We all know that liquidity is the most critical factor for whales as well as high-net-worth investors. As they deal with massive orders, they need to measure the slippage their sell orders will cause.
The most efficient period for whales to sell without causing massive volatility is when peak euphoria in the market is met with great buyer demand.
Therefore, when the dominant cryptocurrency price hit its record high on Coinbase, the market sentiment has become highly bullish. After that, whales began to sell, causing large liquidations across major exchanges.
According to Ki-Young Ju, CryptoQuant CEO, whale withdrawals were slowing down on November 30. He announced that he knew enough exchange stablecoin reserves would hit $20,000 by this year.
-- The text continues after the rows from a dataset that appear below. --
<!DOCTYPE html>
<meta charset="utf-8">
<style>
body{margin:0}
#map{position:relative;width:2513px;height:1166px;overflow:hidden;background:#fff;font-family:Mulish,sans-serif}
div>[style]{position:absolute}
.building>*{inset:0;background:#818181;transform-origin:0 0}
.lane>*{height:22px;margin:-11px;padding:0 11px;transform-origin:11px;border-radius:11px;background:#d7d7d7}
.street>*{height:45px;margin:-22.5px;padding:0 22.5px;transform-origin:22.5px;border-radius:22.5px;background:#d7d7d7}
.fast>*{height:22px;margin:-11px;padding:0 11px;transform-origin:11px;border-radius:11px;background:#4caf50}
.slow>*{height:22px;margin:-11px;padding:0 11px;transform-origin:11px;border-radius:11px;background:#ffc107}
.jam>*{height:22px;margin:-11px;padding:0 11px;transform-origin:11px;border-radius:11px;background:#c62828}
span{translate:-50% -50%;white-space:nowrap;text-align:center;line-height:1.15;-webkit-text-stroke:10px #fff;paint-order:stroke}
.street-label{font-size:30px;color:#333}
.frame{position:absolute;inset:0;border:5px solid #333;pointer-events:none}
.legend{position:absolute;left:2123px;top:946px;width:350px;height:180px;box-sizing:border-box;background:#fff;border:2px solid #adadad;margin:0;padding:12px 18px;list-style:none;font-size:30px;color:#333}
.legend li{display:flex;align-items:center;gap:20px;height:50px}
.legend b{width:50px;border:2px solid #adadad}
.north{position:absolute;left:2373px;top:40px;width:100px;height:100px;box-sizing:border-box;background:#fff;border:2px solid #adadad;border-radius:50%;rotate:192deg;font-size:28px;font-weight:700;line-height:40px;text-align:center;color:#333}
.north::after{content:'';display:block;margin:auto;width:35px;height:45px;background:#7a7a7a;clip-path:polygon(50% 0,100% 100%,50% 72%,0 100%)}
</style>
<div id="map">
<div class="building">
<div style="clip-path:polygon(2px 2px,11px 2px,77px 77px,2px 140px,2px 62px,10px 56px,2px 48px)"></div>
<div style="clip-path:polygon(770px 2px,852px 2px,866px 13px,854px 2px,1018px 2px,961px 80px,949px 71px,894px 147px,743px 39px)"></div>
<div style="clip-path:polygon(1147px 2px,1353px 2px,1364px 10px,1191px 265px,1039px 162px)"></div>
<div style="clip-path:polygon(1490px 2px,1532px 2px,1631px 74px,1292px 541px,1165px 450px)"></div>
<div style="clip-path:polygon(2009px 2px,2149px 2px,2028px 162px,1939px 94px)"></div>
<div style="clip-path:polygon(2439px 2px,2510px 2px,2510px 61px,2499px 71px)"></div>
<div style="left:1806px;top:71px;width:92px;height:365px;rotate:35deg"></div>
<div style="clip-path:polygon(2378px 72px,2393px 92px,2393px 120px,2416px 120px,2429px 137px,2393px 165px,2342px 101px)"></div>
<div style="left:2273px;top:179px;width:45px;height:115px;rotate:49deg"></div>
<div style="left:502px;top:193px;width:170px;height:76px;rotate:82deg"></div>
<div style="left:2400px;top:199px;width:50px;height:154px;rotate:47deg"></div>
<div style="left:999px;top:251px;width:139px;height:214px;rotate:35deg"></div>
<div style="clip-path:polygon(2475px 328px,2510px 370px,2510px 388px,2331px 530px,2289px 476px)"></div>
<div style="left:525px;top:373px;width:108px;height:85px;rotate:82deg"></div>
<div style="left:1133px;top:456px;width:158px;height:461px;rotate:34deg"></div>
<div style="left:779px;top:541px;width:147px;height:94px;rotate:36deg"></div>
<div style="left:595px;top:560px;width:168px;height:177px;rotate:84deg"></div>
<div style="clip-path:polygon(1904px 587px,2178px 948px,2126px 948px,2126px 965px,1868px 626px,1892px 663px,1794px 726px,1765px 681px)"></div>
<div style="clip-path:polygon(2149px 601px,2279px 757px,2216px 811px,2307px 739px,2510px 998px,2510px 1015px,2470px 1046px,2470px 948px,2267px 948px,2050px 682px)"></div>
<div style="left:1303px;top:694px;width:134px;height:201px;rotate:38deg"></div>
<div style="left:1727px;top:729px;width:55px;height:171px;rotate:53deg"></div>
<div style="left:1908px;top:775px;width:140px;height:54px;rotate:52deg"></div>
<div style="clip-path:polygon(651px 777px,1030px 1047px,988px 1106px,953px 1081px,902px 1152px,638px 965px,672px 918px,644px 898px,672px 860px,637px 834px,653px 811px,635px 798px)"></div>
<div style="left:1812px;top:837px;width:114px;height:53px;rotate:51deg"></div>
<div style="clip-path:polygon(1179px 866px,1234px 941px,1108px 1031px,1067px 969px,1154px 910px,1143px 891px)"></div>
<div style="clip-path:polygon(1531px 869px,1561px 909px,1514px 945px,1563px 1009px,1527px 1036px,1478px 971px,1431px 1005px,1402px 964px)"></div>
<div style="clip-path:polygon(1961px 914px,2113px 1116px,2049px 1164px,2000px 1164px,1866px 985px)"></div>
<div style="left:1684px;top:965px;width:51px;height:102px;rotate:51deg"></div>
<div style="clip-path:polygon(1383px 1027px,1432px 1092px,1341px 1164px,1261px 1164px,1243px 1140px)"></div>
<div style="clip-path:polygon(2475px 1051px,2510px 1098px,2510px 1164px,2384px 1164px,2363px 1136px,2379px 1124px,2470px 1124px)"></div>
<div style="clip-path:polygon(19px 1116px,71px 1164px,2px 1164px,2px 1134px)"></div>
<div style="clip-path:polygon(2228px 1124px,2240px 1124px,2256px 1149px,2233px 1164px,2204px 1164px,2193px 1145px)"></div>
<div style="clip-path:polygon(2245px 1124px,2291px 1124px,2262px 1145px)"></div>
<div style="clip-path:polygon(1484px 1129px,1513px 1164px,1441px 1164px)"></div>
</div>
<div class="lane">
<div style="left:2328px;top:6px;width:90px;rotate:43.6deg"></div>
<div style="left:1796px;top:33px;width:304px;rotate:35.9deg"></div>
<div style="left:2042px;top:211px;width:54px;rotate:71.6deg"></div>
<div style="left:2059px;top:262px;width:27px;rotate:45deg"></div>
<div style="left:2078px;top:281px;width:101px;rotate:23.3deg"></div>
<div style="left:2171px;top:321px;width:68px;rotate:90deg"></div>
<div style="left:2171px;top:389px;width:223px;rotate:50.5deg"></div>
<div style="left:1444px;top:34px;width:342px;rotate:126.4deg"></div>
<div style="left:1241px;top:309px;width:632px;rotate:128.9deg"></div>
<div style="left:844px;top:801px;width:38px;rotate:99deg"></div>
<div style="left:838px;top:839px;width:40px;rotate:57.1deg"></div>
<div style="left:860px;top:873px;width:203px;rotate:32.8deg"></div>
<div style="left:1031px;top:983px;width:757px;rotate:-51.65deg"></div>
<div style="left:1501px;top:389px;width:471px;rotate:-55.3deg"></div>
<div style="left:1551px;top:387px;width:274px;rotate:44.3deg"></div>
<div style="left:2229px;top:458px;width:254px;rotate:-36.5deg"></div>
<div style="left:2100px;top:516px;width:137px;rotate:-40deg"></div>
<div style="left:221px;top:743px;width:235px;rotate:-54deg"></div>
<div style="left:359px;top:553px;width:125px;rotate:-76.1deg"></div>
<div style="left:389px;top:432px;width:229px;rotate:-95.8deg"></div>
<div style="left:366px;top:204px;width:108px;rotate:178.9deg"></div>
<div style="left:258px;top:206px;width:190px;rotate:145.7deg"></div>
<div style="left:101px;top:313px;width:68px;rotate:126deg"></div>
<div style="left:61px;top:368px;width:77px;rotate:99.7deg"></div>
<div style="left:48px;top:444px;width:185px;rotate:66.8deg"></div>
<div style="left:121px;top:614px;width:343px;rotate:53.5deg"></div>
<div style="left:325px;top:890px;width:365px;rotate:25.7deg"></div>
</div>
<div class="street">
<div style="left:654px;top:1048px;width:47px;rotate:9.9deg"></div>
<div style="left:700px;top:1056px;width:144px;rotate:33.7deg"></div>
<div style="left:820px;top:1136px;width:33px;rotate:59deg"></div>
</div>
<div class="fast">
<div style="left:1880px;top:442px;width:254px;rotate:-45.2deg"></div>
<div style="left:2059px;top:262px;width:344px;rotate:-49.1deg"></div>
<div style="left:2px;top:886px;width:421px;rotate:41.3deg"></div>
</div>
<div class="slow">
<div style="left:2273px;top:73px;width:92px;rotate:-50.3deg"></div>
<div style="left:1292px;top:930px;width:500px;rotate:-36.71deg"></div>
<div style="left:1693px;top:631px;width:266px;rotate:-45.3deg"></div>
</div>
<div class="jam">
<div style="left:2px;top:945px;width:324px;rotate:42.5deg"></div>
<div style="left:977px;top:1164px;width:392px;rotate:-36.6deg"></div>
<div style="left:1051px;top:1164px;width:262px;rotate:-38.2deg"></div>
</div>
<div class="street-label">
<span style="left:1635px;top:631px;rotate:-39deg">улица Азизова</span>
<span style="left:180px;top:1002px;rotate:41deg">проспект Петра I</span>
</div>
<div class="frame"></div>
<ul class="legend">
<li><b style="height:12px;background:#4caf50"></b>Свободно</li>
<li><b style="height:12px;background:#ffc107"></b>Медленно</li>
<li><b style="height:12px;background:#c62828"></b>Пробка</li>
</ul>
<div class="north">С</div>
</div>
If ATH rejection occurs, it could be a massive pullback as whales would heavily sell the largest cryptocurrency.
The confluence of whales keeping Bitcoin on exchanges indicates higher selling pressure. The sell-off from miners expanded the dominant cryptocurrency’s downturn.
According to Ki, whales started to deposit Bitcoin into exchanges once again, which happens when whales want to sell their holdings.
Significantly, the dominant cryptocurrency’s price recovered quickly after declining to about $18,200. It increased to more than $19,400 in several hours.
The quick rebound likely happened due to the nature of the decline. As the price decreased, exchanges witnessed cascading long liquidations. Bitcoin probably fell harder than it should have if it were not for the large liquidations.
Bitcoin could witness two essential scenarios
Significantly, the world’s largest cryptocurrency could witness two essential scenarios in the near term:
1) Bitcoin could consolidate more than $19,000, which would enable the derivatives market to find composure and the open interest to restore.
2) It could continue to fall as traders anticipate a blow-off top after reaching a record level.
However, it has to be mentioned that the macro outlook on Bitcoin remains highly positive. Scott Melker, a cryptocurrency trader, indicated that the monthly candle for November closed at Bitcoin’s all-time high. That has shown a positive long-term picture for the dominant cryptocurrency.
Furthermore, BTC’s key support levels in the near term are $18,200, $17,700, and $16,200. Besides, there are still large whale clusters in these areas, which could provoke buyers’ reactions.